Carn Fadryn is one of the most visually striking hills on the Lleyn Peninsula. This volcanic cone sits dead centre, almost equidistant from the north and south coast. It catches the eye from all parts of the southern Lleyn – little wonder that it exerts such a magnetic pull upon keen walkers. Those who make the pilgrimage to its summit are rewarded by panoramic views of this delightful part of the world.
The classic route makes a circular loop of the hill before the final summit push. It is also possible to nip up the adjacent Carn Bach.
The strategic value of this hill has been exploited at various times in the last 1500 years. The summit area has traces of fortifications from the 12th century, Roman times and throughout the Iron Age.
At 371m this is a relatively modest hill but it does rear up from the surrounding landscape in a suitably rude fashion. You will certainly feel quite a burn in your legs during the ascent.
Start in the tiny hamlet of Dinas situated to the northwest just off the Nefyn to Sarn Mellteyrn road.
Good footpaths throughout, although they are quite steep and rocky in places.
Safety & Access
Enjoy the Mountains Safely. Here are a few words of advice from Snowdonia’s Mountain Safe Partnership.
1. Prepare Well
have the right equipment with you for the best and worst-case scenario! You’ll need a map and compass, torch, food and drink, whistle, first aid kit and a fully charged mobile phone.
2. Have the latest weather and ground information.
Check the Met Office Mountain Weather forecast for Snowdonia before you set out and be prepared to turn back if the weather worsens – the mountains will still be here for you to enjoy the next time you visit.
3. Dress appropriately
the weather and temperature can change dramatically between the foot of the mountain and the summit. You’ll need strong walking boots, several layers of clothing including warm ones, gloves, a hat and waterproof jacket and trousers.

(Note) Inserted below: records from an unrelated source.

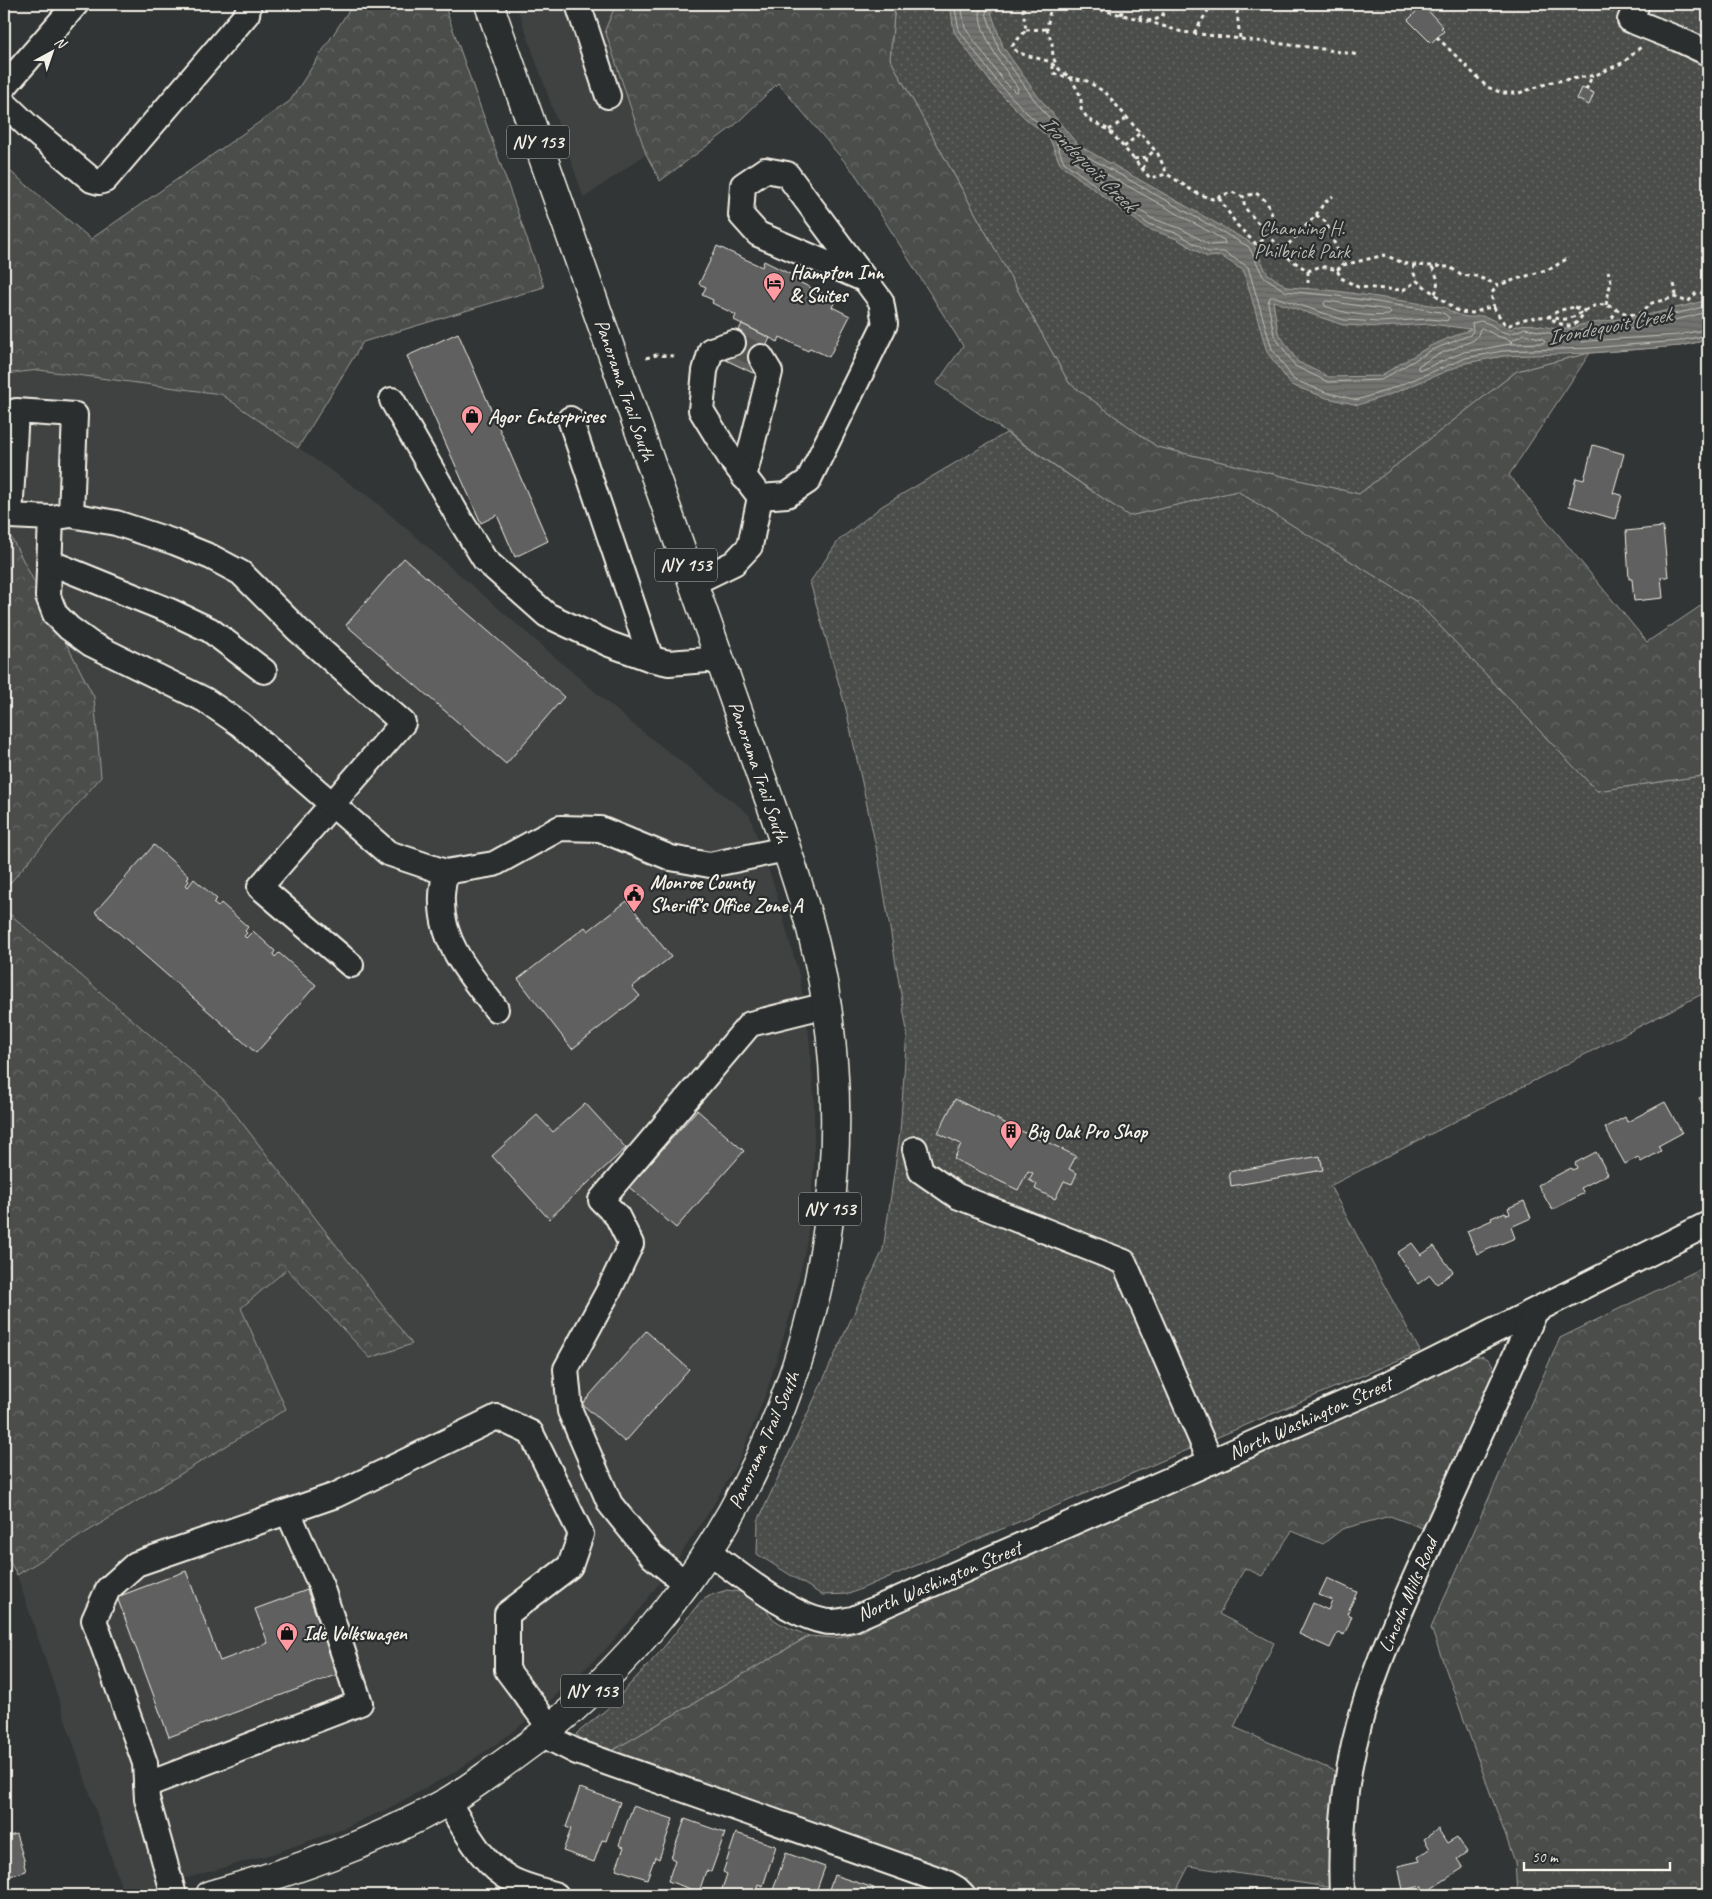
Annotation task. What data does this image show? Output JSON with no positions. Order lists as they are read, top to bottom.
{
  "streets": {
    "main road": ["NY 153", "Panorama Trail South"],
    "street": ["North Washington Street", "Lincoln Mills Road"]
  },
  "crossings": [
    ["NY 153", "Panorama Trail South"],
    ["NY 153", "North Washington Street"],
    ["Panorama Trail South", "North Washington Street"],
    ["North Washington Street", "Lincoln Mills Road"]
  ],
  "water": ["Irondequoit Creek"],
  "parks": ["Channing H. Philbrick Park"],
  "places": {
    "hotel": ["Hampton Inn & Suites"],
    "shop": ["Agor Enterprises", "Ide Volkswagen"],
    "public building": ["Monroe County Sheriff's Office Zone A"],
    "building": ["Big Oak Pro Shop"]
  },
  "scale_bar": "50 m",
  "north": "top right"
}
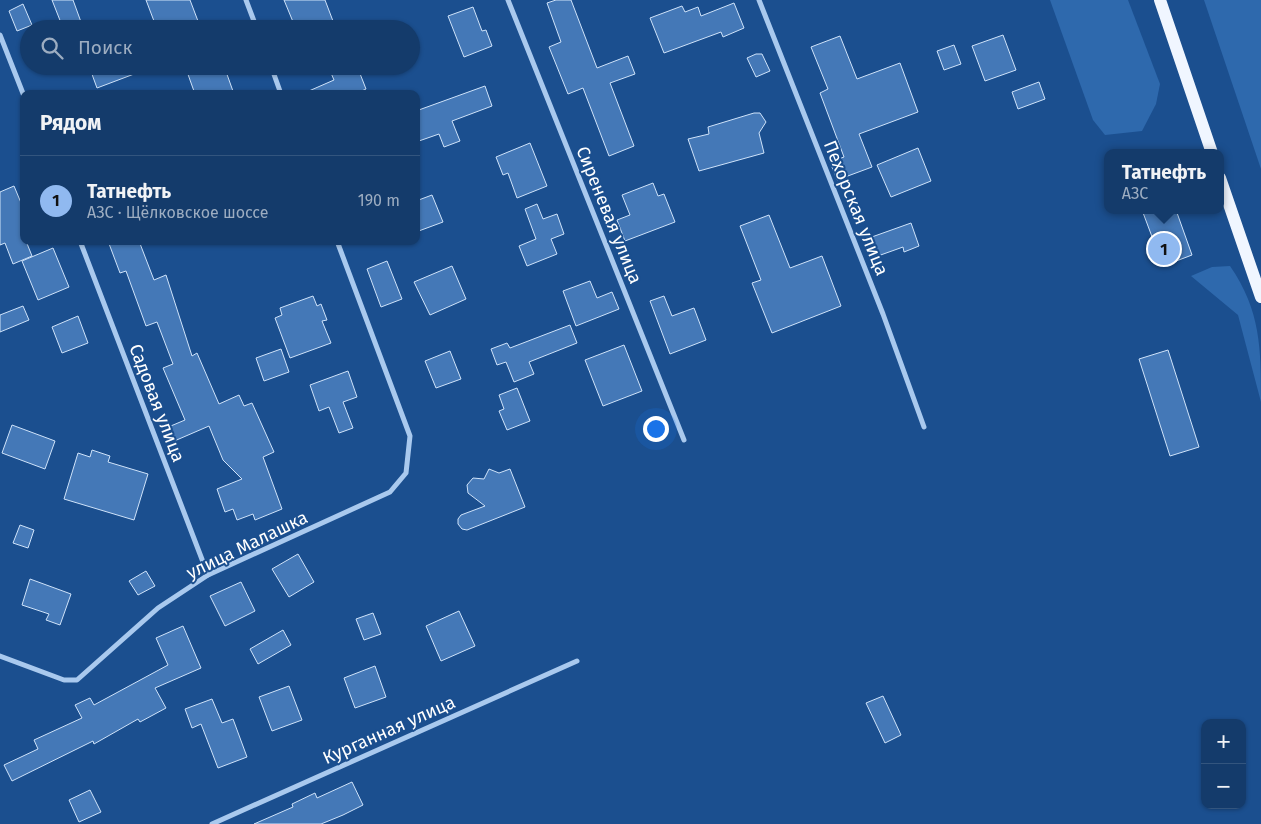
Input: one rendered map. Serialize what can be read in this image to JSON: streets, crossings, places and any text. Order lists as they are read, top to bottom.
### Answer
{
  "streets": {
    "street": [
      "Пехорская улица",
      "Сиреневая улица",
      "Садовая улица",
      "улица Малашка",
      "Курганная улица"
    ]
  },
  "crossings": [
    ["Садовая улица", "улица Малашка"]
  ],
  "page": {
    "search": "Поиск",
    "heading": "Рядом",
    "popup": ["Татнефть", "АЗС"],
    "list": [
      {
        "mark": "1",
        "name": "Татнефть",
        "note": "АЗС · Щёлковское шоссе",
        "value": "190 m"
      }
    ],
    "pins": "1",
    "map_buttons": ["+", "−"]
  }
}
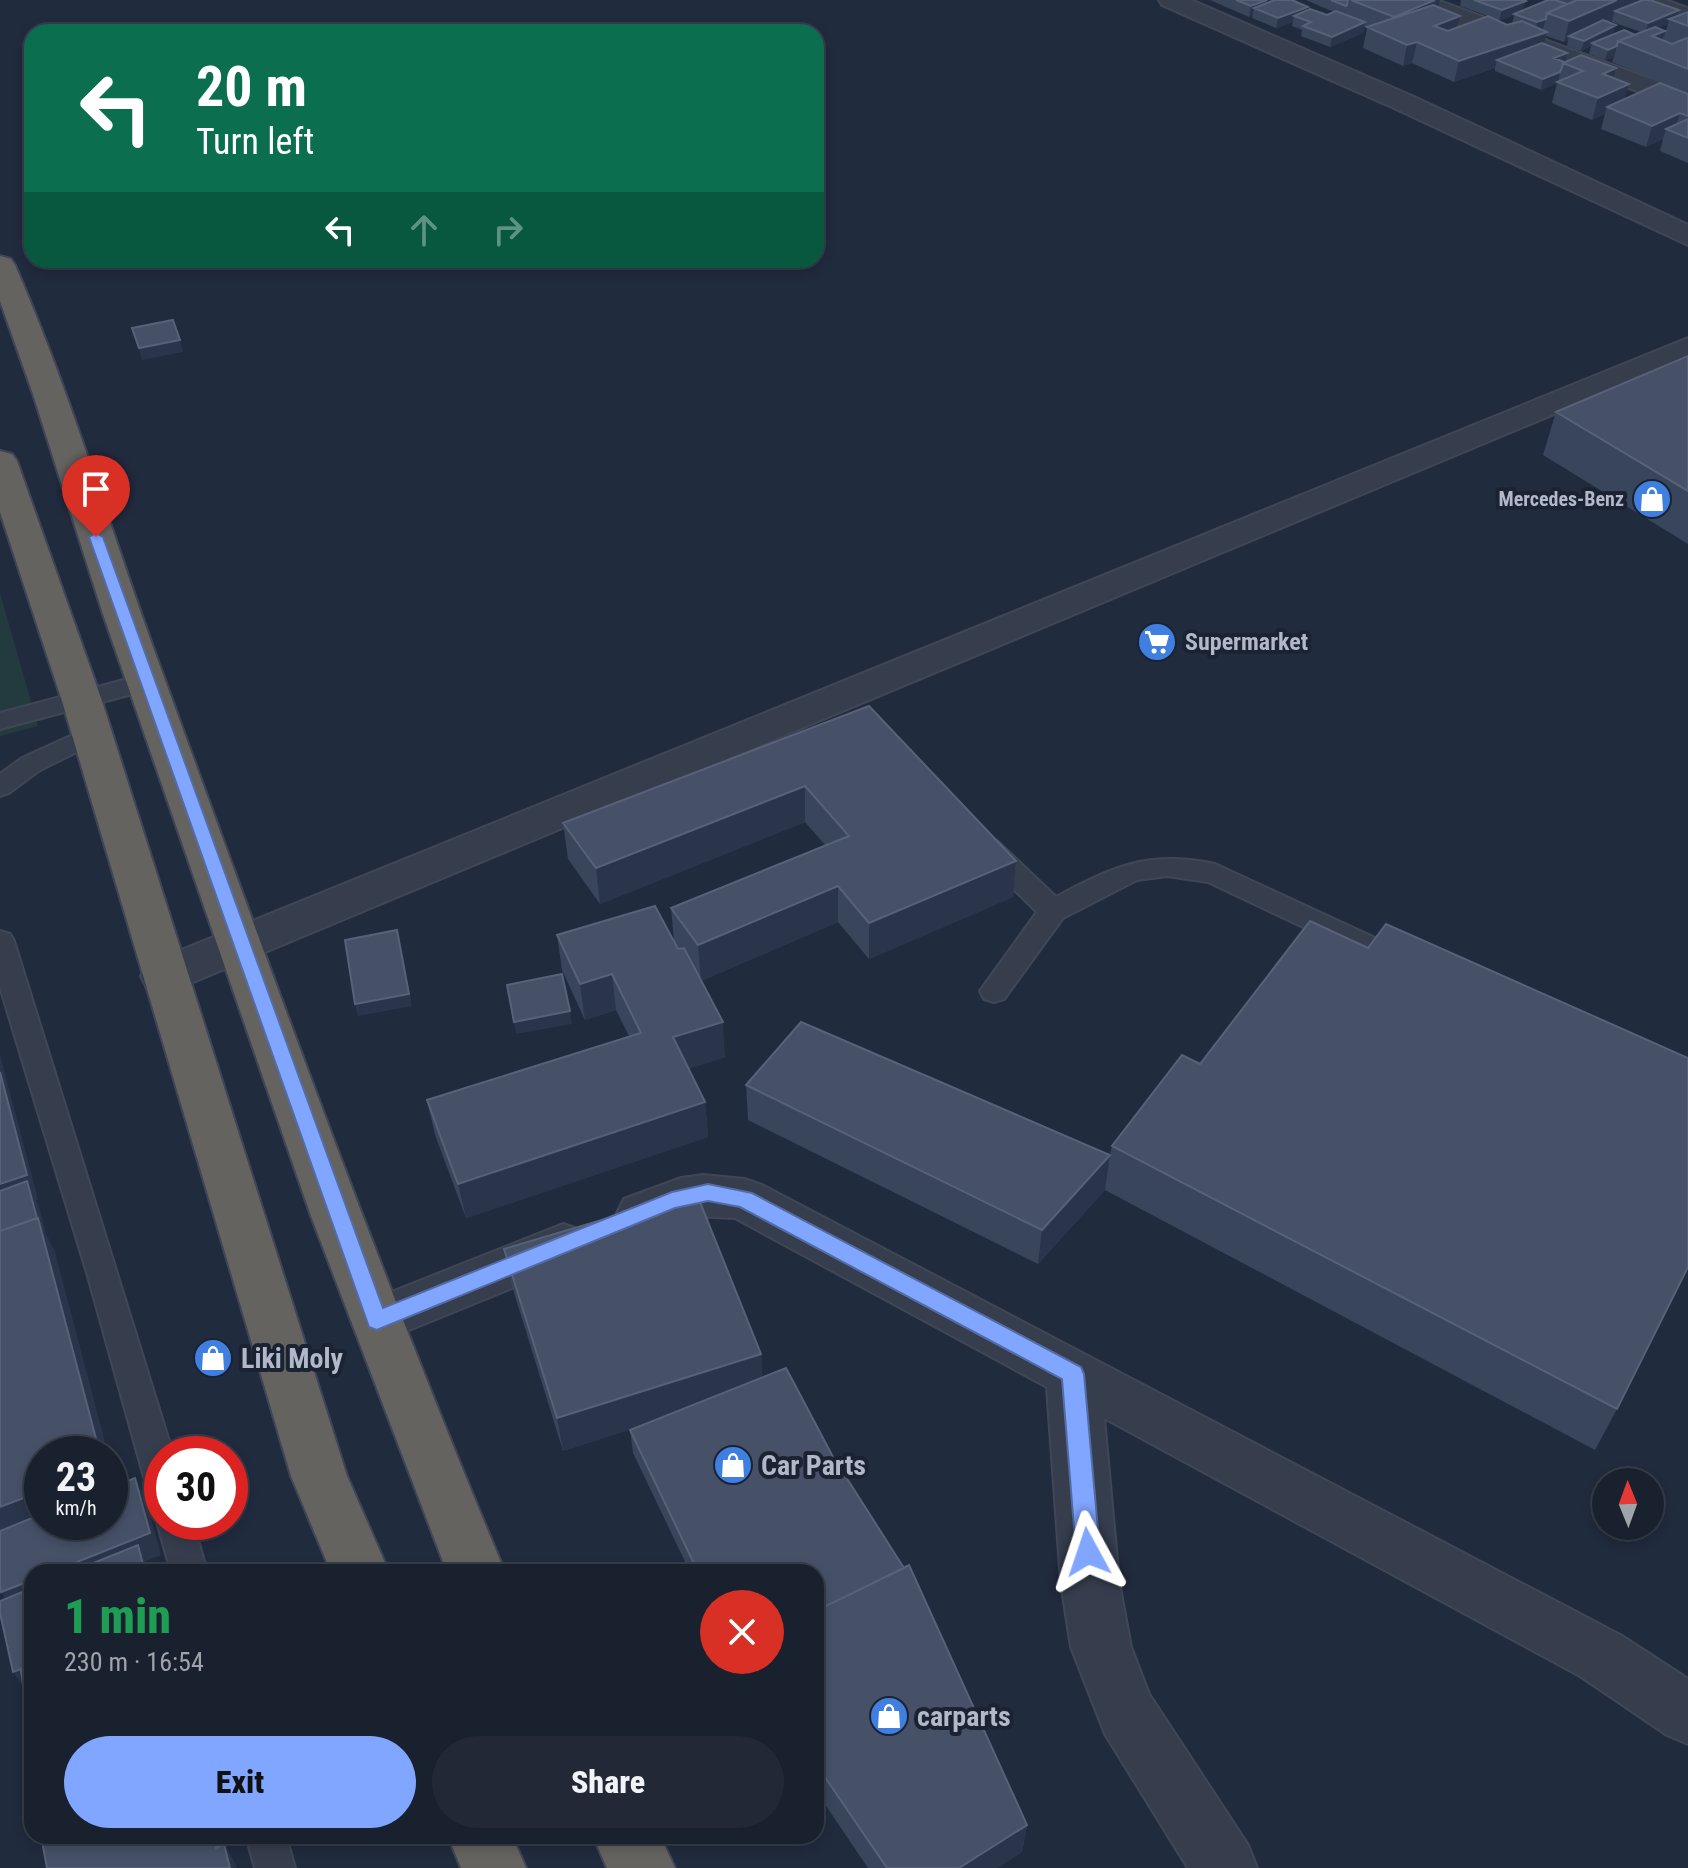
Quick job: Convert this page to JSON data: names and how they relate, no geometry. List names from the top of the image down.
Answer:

4. Know where you're going
Plan your route before setting off and ask for local advice. Have a map and compass and know how to use them and choose a route which is suitable for you and your group’s experience and fitness level. Find out how long it should take and when it gets dark.
5. Know your limits
whilst being very enjoyable, getting out into the mountains can be hard work – challenge yourself but be aware of the fitness levels, and experience of the group as a whole – not just your own.
The publisher of this website accepts no responsibility for the way in which readers use the information contained therein. The descriptions and recommendations are for guidance only and must be subject to discriminating judgement by the reader. Advice and training should be sought before utilising any equipment or techniques mentioned within the text or shown in any of the photographic images.
Hill walking and mountaineering are activities with a danger of personal injury or death. Participants in these activities should be aware of and accept these risks and be responsible for their own actions and involvement.